Stored data
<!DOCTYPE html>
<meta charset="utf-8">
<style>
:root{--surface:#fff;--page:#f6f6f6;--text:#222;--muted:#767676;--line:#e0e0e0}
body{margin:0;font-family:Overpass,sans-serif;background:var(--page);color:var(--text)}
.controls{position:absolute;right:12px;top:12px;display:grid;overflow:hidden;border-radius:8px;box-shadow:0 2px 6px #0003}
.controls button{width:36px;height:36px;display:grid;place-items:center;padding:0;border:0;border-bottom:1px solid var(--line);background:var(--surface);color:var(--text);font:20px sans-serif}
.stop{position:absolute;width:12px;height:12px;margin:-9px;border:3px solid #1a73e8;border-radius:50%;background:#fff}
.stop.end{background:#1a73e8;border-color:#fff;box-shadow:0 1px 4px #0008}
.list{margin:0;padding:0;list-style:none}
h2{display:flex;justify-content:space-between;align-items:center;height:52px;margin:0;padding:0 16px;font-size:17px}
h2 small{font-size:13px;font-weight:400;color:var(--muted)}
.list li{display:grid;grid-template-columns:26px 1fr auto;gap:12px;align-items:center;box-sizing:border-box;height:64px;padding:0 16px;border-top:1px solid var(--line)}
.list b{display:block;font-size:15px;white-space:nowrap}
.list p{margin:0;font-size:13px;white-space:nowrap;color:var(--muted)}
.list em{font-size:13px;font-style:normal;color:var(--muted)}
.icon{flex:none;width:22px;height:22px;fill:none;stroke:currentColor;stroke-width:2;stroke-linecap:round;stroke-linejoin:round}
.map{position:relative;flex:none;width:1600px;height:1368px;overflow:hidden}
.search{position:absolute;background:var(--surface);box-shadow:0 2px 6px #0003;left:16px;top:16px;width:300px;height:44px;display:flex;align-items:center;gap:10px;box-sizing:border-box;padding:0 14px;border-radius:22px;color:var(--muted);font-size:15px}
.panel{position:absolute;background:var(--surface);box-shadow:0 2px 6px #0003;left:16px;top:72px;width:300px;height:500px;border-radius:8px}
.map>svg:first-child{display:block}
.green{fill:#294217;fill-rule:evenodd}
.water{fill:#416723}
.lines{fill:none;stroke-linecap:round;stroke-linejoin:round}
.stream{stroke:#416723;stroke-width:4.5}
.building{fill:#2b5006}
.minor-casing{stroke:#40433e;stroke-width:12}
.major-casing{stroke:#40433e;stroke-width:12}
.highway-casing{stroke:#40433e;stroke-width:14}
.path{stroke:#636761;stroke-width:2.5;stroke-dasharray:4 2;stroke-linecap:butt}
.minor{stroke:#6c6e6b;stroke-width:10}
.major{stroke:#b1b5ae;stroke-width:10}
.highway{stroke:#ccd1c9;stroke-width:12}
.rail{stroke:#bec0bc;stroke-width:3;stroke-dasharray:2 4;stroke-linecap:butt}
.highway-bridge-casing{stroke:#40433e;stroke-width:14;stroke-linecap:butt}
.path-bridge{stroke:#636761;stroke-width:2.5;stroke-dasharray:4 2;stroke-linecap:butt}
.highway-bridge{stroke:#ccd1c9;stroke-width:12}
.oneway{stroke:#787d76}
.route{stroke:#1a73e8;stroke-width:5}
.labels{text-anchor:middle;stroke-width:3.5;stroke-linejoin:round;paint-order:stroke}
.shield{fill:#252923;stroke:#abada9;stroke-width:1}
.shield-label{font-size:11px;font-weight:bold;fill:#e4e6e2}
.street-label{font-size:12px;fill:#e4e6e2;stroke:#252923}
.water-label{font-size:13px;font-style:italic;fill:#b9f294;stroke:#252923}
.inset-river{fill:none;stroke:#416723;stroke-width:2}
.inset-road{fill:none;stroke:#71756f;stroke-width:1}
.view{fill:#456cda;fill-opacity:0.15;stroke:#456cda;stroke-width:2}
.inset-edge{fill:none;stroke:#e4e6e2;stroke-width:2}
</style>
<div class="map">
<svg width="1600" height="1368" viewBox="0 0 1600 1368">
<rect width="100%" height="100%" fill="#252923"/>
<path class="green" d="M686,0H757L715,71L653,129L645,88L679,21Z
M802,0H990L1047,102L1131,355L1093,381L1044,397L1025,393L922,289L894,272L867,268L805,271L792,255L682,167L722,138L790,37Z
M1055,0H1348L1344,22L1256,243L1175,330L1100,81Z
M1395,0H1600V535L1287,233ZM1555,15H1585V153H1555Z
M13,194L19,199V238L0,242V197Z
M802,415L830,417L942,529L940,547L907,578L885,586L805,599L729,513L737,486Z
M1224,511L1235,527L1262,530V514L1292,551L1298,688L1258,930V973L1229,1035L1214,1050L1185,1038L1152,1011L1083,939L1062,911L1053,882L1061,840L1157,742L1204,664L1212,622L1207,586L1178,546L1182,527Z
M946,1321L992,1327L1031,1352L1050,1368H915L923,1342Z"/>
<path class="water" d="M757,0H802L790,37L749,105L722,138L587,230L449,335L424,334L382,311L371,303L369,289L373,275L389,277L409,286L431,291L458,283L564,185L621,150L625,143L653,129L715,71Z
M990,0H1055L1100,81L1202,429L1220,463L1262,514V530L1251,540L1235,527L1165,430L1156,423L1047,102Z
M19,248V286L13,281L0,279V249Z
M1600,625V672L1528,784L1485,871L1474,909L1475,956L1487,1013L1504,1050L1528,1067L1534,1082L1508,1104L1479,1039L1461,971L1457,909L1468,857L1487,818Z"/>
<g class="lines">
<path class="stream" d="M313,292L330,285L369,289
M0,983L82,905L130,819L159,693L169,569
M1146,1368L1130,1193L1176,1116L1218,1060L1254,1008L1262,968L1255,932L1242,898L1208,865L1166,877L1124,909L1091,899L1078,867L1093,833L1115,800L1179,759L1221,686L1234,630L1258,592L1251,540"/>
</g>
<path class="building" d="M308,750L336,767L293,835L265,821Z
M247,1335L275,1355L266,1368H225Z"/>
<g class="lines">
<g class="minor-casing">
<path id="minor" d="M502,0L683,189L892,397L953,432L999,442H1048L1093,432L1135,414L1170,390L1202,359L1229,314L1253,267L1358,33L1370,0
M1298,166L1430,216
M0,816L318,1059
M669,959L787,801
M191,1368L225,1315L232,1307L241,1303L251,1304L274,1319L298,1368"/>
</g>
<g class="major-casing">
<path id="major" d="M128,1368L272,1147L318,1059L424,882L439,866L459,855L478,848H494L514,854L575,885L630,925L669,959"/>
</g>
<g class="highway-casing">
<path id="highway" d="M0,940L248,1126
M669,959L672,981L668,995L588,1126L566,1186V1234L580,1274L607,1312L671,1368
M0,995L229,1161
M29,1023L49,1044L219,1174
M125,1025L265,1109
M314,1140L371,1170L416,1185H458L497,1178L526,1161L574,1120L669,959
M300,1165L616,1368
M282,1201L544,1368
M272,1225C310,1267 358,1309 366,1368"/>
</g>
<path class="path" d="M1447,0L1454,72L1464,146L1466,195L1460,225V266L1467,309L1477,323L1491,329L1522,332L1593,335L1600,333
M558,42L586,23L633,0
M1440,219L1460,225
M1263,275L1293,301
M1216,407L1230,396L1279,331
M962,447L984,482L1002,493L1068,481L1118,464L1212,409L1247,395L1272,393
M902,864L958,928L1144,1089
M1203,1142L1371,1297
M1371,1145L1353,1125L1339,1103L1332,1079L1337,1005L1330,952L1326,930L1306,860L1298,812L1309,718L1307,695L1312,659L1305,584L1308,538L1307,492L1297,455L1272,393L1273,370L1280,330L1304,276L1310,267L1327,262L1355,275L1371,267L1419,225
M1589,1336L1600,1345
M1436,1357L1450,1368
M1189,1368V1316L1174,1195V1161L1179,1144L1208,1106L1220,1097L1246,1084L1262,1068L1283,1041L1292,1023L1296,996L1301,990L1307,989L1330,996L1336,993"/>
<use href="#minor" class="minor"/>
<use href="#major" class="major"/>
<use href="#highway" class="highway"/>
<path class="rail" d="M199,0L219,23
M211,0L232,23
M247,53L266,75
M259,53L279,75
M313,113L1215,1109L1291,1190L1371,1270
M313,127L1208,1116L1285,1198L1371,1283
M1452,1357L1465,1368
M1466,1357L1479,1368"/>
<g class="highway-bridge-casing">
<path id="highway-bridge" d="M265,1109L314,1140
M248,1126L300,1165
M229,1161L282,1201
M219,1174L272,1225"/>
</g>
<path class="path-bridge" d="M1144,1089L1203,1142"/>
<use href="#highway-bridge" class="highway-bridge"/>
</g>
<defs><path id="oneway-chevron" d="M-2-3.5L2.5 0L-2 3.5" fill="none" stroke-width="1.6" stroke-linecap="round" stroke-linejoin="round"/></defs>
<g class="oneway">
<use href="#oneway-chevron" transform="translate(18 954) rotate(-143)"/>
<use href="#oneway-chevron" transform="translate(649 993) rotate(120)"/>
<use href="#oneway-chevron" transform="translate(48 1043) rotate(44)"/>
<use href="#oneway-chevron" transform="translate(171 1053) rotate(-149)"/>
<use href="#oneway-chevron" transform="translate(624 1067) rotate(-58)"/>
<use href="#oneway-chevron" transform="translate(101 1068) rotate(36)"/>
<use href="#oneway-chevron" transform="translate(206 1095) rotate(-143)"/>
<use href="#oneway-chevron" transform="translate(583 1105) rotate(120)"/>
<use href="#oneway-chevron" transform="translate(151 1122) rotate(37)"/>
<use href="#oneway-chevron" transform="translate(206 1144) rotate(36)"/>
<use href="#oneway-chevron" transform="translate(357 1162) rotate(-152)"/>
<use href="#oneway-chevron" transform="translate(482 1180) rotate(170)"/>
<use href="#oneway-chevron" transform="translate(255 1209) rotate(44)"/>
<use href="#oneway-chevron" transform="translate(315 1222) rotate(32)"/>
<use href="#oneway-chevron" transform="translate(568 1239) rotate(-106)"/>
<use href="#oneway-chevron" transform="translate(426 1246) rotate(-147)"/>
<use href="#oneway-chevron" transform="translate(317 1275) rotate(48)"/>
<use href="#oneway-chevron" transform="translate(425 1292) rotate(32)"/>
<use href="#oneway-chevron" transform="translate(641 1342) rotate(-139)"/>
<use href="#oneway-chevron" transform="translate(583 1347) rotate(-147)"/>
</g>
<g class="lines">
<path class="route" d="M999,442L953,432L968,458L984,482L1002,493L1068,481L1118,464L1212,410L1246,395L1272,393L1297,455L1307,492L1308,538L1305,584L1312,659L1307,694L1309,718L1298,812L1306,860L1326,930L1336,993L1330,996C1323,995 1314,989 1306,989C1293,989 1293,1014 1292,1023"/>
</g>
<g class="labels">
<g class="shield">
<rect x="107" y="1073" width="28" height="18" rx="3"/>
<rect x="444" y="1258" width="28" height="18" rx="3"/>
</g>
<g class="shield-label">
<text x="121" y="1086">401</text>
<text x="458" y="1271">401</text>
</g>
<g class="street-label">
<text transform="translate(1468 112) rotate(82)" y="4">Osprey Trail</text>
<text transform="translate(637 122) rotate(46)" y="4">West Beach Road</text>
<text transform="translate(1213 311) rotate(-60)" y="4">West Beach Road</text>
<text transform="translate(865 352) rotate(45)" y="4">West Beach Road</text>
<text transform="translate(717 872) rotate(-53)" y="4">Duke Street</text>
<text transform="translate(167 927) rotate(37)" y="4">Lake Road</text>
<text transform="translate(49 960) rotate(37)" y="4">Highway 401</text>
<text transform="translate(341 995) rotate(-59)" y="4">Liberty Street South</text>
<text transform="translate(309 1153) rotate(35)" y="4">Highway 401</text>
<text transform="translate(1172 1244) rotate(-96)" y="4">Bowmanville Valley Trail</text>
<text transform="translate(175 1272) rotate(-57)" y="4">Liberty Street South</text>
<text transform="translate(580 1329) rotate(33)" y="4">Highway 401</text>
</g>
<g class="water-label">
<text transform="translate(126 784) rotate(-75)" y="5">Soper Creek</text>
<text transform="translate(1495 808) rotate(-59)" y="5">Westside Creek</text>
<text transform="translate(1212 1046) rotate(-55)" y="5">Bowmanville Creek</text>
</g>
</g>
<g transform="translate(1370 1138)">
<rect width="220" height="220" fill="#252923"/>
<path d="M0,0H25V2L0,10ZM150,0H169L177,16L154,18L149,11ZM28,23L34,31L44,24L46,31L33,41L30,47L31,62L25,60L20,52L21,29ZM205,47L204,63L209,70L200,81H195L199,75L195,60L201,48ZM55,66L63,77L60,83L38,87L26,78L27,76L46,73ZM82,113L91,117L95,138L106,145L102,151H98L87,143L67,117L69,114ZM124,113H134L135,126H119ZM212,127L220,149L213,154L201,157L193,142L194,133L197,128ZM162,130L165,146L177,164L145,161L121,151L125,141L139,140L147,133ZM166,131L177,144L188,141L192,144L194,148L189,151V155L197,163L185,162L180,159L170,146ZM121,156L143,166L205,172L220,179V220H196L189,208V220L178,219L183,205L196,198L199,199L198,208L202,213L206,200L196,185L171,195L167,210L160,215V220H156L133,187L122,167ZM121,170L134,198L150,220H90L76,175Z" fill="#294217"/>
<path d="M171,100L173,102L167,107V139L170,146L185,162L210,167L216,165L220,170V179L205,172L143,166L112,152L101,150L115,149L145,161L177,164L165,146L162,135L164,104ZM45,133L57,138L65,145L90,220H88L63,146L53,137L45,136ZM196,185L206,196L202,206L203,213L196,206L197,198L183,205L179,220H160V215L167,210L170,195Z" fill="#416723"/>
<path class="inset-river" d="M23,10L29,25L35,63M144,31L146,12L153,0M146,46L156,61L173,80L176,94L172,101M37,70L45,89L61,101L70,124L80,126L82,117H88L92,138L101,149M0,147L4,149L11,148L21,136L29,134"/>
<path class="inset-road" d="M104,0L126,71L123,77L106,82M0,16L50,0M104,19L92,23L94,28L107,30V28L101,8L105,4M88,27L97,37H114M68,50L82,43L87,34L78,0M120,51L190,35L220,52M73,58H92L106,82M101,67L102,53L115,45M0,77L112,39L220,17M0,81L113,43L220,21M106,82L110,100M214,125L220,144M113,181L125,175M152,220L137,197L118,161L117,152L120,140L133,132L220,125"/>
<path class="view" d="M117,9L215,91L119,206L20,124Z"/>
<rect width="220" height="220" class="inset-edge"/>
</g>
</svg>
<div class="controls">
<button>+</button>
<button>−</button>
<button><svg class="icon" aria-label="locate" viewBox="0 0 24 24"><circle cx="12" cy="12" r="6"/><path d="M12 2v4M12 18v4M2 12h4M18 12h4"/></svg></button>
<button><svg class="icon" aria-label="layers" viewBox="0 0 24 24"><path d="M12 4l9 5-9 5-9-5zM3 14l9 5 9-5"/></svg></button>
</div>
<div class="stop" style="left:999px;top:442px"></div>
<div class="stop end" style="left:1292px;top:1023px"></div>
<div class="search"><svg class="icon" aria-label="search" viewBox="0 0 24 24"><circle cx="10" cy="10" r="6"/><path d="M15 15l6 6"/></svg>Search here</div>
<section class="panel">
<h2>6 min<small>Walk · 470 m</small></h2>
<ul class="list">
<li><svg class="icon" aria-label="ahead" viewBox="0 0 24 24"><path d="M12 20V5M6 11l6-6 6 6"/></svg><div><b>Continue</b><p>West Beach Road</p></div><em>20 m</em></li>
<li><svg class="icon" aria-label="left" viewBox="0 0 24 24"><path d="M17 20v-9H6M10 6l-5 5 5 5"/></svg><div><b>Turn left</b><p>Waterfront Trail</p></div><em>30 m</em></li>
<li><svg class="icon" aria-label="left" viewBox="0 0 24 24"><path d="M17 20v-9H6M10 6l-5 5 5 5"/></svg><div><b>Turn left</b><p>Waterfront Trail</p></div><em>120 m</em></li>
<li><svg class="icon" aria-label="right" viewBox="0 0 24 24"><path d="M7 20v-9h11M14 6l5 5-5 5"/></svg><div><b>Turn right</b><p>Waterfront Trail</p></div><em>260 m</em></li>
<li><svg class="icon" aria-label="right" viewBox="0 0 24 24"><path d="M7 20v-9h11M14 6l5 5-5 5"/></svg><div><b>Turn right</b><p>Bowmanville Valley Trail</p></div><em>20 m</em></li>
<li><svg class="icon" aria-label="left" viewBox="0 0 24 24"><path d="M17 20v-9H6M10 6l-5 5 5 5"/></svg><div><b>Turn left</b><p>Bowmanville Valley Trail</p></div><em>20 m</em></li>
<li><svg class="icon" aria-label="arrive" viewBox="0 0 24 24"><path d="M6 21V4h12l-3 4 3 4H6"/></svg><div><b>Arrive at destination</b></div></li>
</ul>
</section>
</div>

■ **Your instructions**
Provide the number of lines in the records above containing the string "sizing", and write nothing more.

■ **Your solution**
2